▶ EXERCISE OBJECTIVE:
Your answer must be the listing, given again word for word.

▶ RECORDS PROVIDED:
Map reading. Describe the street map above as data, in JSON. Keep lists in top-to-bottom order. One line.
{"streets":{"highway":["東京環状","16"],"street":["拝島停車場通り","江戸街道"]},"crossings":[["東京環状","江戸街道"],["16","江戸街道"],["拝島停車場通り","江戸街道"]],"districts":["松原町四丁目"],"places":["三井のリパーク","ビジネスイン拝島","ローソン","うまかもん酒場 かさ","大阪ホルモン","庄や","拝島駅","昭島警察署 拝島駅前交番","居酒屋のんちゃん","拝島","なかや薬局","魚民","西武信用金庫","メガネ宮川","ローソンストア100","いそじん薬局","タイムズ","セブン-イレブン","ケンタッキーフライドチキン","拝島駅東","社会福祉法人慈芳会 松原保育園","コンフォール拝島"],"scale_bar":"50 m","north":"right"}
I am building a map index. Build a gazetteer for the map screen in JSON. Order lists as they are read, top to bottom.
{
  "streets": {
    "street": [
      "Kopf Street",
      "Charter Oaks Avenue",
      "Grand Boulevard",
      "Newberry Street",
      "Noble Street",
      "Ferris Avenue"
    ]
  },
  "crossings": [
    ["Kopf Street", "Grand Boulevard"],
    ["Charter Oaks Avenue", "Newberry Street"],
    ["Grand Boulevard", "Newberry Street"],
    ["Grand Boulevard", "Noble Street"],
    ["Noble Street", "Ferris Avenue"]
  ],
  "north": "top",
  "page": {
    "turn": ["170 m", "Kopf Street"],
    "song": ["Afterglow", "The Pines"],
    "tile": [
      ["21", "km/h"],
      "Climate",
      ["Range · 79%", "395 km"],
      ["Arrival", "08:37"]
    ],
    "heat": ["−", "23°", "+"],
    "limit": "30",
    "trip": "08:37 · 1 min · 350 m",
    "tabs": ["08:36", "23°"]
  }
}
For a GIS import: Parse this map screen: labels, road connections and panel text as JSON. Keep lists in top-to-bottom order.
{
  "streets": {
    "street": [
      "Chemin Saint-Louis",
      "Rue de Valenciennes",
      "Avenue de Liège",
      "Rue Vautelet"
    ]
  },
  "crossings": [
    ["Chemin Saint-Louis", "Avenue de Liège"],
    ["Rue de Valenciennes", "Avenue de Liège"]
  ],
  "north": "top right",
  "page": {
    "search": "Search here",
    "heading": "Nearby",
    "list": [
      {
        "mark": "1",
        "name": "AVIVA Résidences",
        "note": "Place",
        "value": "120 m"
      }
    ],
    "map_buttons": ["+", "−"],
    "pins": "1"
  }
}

▶ EXERCISE RESULT:
Map reading. Describe the street map above as data, in JSON. Keep lists in top-to-bottom order. One line.
{"streets":{"highway":["東京環状","16"],"street":["拝島停車場通り","江戸街道"]},"crossings":[["東京環状","江戸街道"],["16","江戸街道"],["拝島停車場通り","江戸街道"]],"districts":["松原町四丁目"],"places":["三井のリパーク","ビジネスイン拝島","ローソン","うまかもん酒場 かさ","大阪ホルモン","庄や","拝島駅","昭島警察署 拝島駅前交番","居酒屋のんちゃん","拝島","なかや薬局","魚民","西武信用金庫","メガネ宮川","ローソンストア100","いそじん薬局","タイムズ","セブン-イレブン","ケンタッキーフライドチキン","拝島駅東","社会福祉法人慈芳会 松原保育園","コンフォール拝島"],"scale_bar":"50 m","north":"right"}
I am building a map index. Build a gazetteer for the map screen in JSON. Order lists as they are read, top to bottom.
{
  "streets": {
    "street": [
      "Kopf Street",
      "Charter Oaks Avenue",
      "Grand Boulevard",
      "Newberry Street",
      "Noble Street",
      "Ferris Avenue"
    ]
  },
  "crossings": [
    ["Kopf Street", "Grand Boulevard"],
    ["Charter Oaks Avenue", "Newberry Street"],
    ["Grand Boulevard", "Newberry Street"],
    ["Grand Boulevard", "Noble Street"],
    ["Noble Street", "Ferris Avenue"]
  ],
  "north": "top",
  "page": {
    "turn": ["170 m", "Kopf Street"],
    "song": ["Afterglow", "The Pines"],
    "tile": [
      ["21", "km/h"],
      "Climate",
      ["Range · 79%", "395 km"],
      ["Arrival", "08:37"]
    ],
    "heat": ["−", "23°", "+"],
    "limit": "30",
    "trip": "08:37 · 1 min · 350 m",
    "tabs": ["08:36", "23°"]
  }
}
For a GIS import: Parse this map screen: labels, road connections and panel text as JSON. Keep lists in top-to-bottom order.
{
  "streets": {
    "street": [
      "Chemin Saint-Louis",
      "Rue de Valenciennes",
      "Avenue de Liège",
      "Rue Vautelet"
    ]
  },
  "crossings": [
    ["Chemin Saint-Louis", "Avenue de Liège"],
    ["Rue de Valenciennes", "Avenue de Liège"]
  ],
  "north": "top right",
  "page": {
    "search": "Search here",
    "heading": "Nearby",
    "list": [
      {
        "mark": "1",
        "name": "AVIVA Résidences",
        "note": "Place",
        "value": "120 m"
      }
    ],
    "map_buttons": ["+", "−"],
    "pins": "1"
  }
}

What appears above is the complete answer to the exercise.